Hi all! Welcome to our second post! We are so glad to have you here on this journey with us.
I have so many thoughts and feelings running through my brain as I process everything from the last week that I wanted to make sure that I got it all into a post before it escapes. In case you didn’t know, Adrienne and I had the privilege of spending the last week at the IFLT conference in Cincinnati surrounded by some of the best in our field. (For more information about IFLT, click here.) While the conference focused on our L2 learners, we were lucky enough to be able to present two sessions on heritage learners as well. Enter, impostor syndrome. Duh, duh, duhhhhhh.
What’s impostor syndrome you ask? Like the name suggests, it’s that feeling that you are an impostor, a fake, a hoax. It’s that fear of being found out for who or what you really are and then not measuring up. It’s that sneaky little voice that tells you that you are not good enough and that at any second, everyone around you is going to find out the truth. That is impostor syndrome and a lot of times, perfectionism is the culprit. It never lets us be good enough. Brené Brown talks about it a lot in her work around shame and vulnerability. Here is a link of her discussing the topic with Oprah and I highly recommend all of her amazing TED Talks.
Impostor syndrome is something that I have struggled with and worked on in many areas of my life, but teaching heritage learners is a big one of those areas. I inherited (no pun intended, or maybe totally intended) my first heritage classes with my first teaching position after graduate school in 2010. It came as part of the package.
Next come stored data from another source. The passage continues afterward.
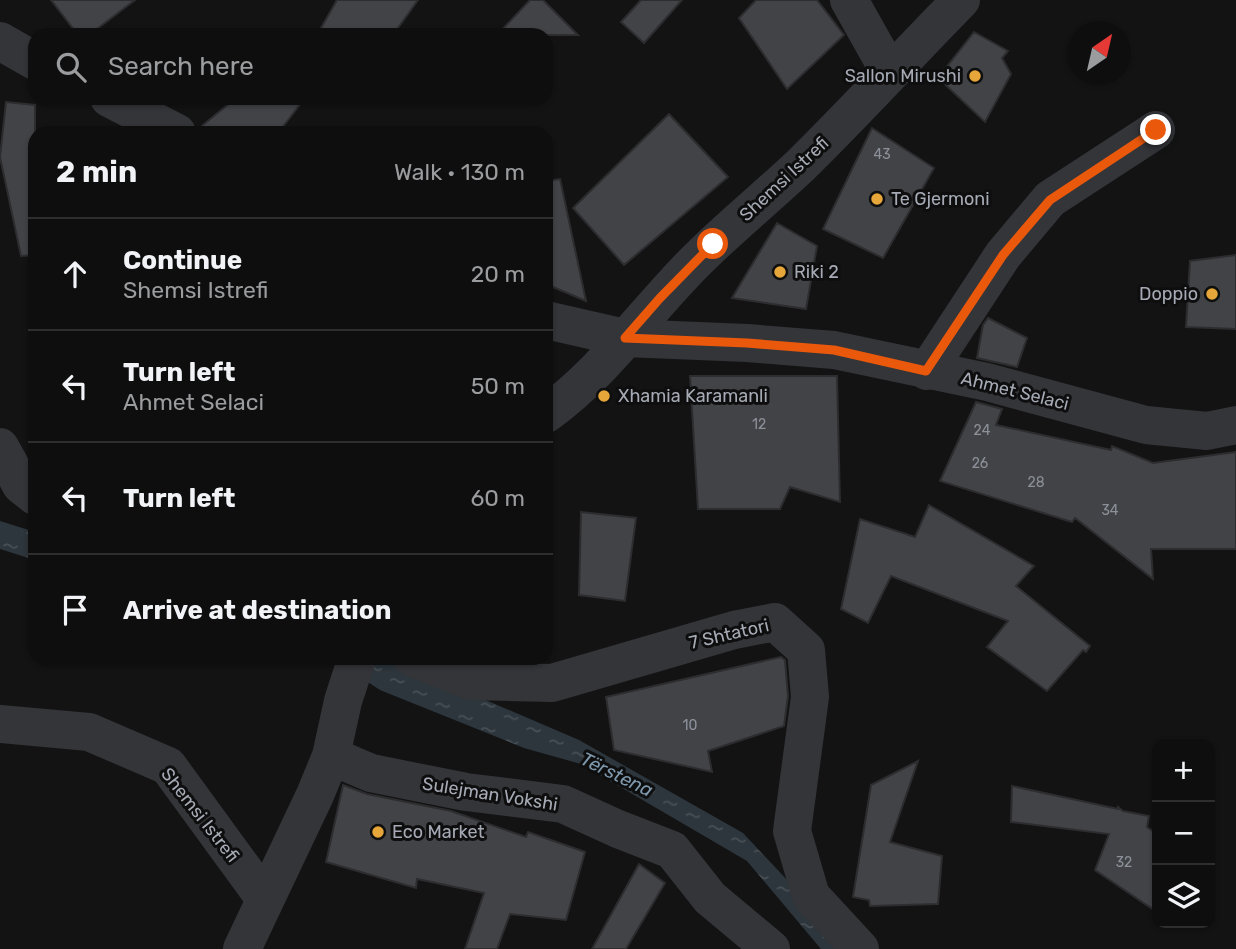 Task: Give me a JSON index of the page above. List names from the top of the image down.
{
  "streets": {
    "street": [
      "Shemsi Istrefi",
      "Ahmet Selaci",
      "7 Shtatori",
      "Sulejman Vokshi"
    ]
  },
  "crossings": [
    ["Shemsi Istrefi", "Ahmet Selaci"]
  ],
  "water": ["Tërstena"],
  "places": [
    "Sallon Mirushi",
    "Te Gjermoni",
    "Riki 2",
    "Doppio",
    "Xhamia Karamanli",
    "Eco Market"
  ],
  "house_numbers": [
    "43",
    "12",
    "24",
    "26",
    "28",
    "34",
    "10",
    "32"
  ],
  "north": "top right",
  "page": {
    "search": "Search here",
    "heading": ["2 min", "Walk · 130 m"],
    "list": [
      ["Continue", "Shemsi Istrefi", "20 m"],
      ["Turn left", "Ahmet Selaci", "50 m"],
      ["Turn left", "60 m"],
      "Arrive at destination"
    ],
    "map_buttons": ["+", "−"]
  }
}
The teacher I was replacing had advocated for those classes based on the promise that building first language literacy skills would have a positive impact on the students’ English language development. That was the route that I was expected to follow, and it is one that agreed with and still agree with wholeheartedly. I didn’t realize how lucky I was that someone had already advocated for those classes, written the proposals, been approved and recruited students. That is a big part of the hard work that it takes to get a heritage program started. My impostor syndrome kept me from seeing all of that.
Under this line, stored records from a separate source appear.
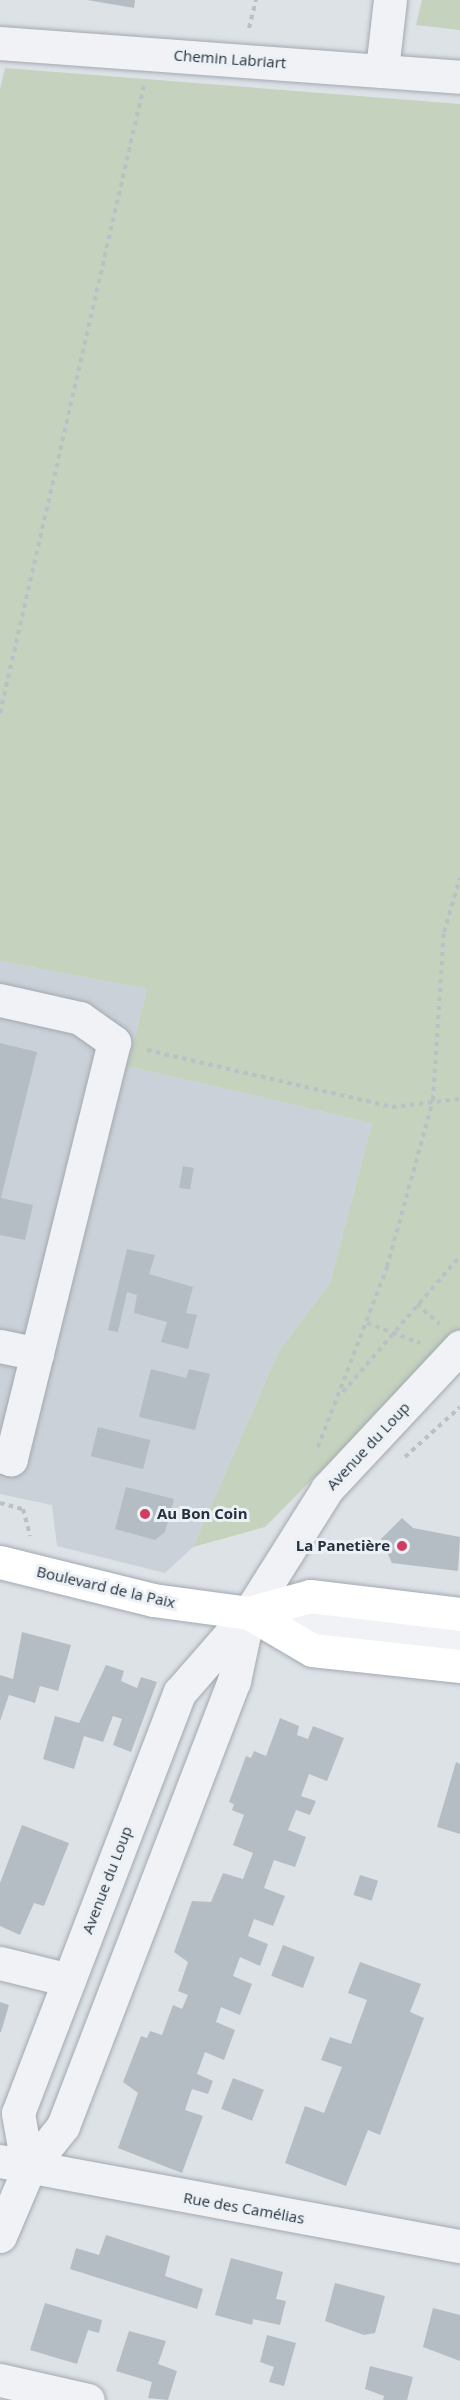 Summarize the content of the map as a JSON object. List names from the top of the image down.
{
  "streets": {
    "main road": ["Boulevard de la Paix"],
    "street": ["Chemin Labriart", "Avenue du Loup", "Rue des Camélias"]
  },
  "crossings": [
    ["Avenue du Loup", "Boulevard de la Paix"],
    ["Avenue du Loup", "Rue des Camélias"]
  ],
  "places": ["Au Bon Coin", "La Panetière"]
}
I was a last minute hire, so I didn’t have much time to reflect on what I was walking into before school started, but let me tell you, my impostor syndrome voice was loud. Who was I, a white woman who learned Spanish as a second language, to come into a class full of Latino students, replacing there former teacher who was Latina, and teach them about their own language? Now, if I were giving advice to most new teachers suffering from impostor syndrome, I would tell them to ignore that voice, believe in themselves, acknowledge their accomplishments, etc. But in this instance, I think that questioning was important, and it continues to be. I am hoping to be able to explore it more as this blog develops. It was important for me to critically examine myself as white female in that role. What power and privilege was I bringing in to that situation that could affect the dynamics of the class and ultimately the bonds I would form with my students? I wish I could say I had that all figured out on the first day, but I didn’t. But as I look back, I can see that I had to make friends with that voice. I had to say, “I hear you and you’re right. And I have to put you aside for now because these kids need someone to show up tomorrow.” And that’s what I did. I had to sit with the discomfort generated by a conflict in my belief system. On the one hand, I believe that students from minority groups need to see teachers that look like them and have lived similar life experiences. On the other hand, I was the person that was available to show up and do the job. And in the moment that had to be enough.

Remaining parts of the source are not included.